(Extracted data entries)
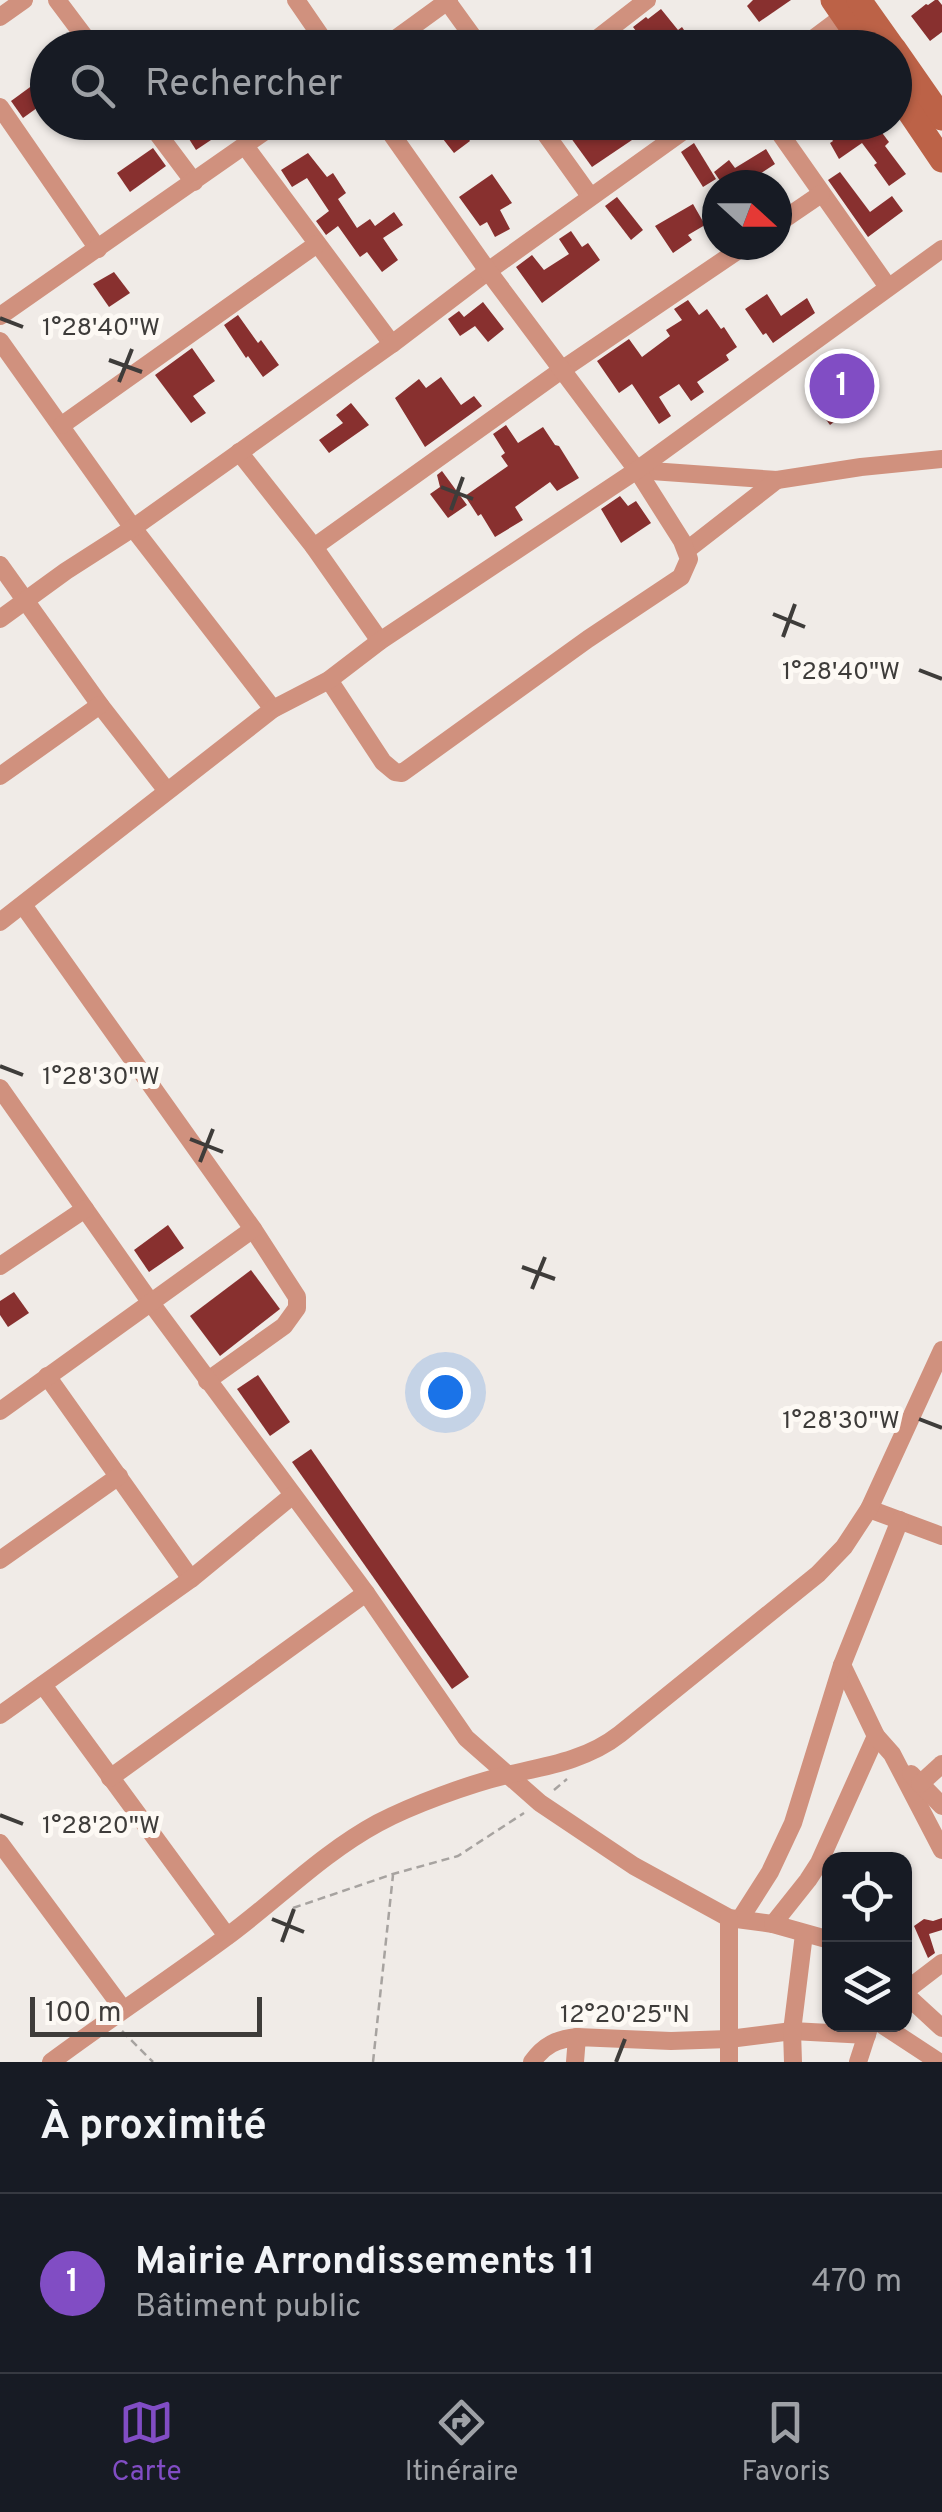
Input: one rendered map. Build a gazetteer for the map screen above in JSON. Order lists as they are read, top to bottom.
{
  "scale_bar": "100 m",
  "north": "right",
  "page": {
    "search": "Rechercher",
    "pins": "1",
    "scale": "100 m",
    "heading": "À proximité",
    "list": [
      {
        "mark": "1",
        "name": "Mairie Arrondissements 11",
        "note": "Bâtiment public",
        "value": "470 m"
      }
    ],
    "nav": ["Carte", "Itinéraire", "Favoris"]
  },
  "coordinates": [
    "1°28'40\"W",
    "1°28'30\"W",
    "1°28'20\"W",
    "12°20'25\"N"
  ]
}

TASK DESCRIPTION:
So that the copy stays exact, reproduce each record word for word and leave its images out.

OUTPUT BELOW:
Input: one rendered map. Build a gazetteer for the map screen above in JSON. Order lists as they are read, top to bottom.
{
  "scale_bar": "100 m",
  "north": "right",
  "page": {
    "search": "Rechercher",
    "pins": "1",
    "scale": "100 m",
    "heading": "À proximité",
    "list": [
      {
        "mark": "1",
        "name": "Mairie Arrondissements 11",
        "note": "Bâtiment public",
        "value": "470 m"
      }
    ],
    "nav": ["Carte", "Itinéraire", "Favoris"]
  },
  "coordinates": [
    "1°28'40\"W",
    "1°28'30\"W",
    "1°28'20\"W",
    "12°20'25\"N"
  ]
}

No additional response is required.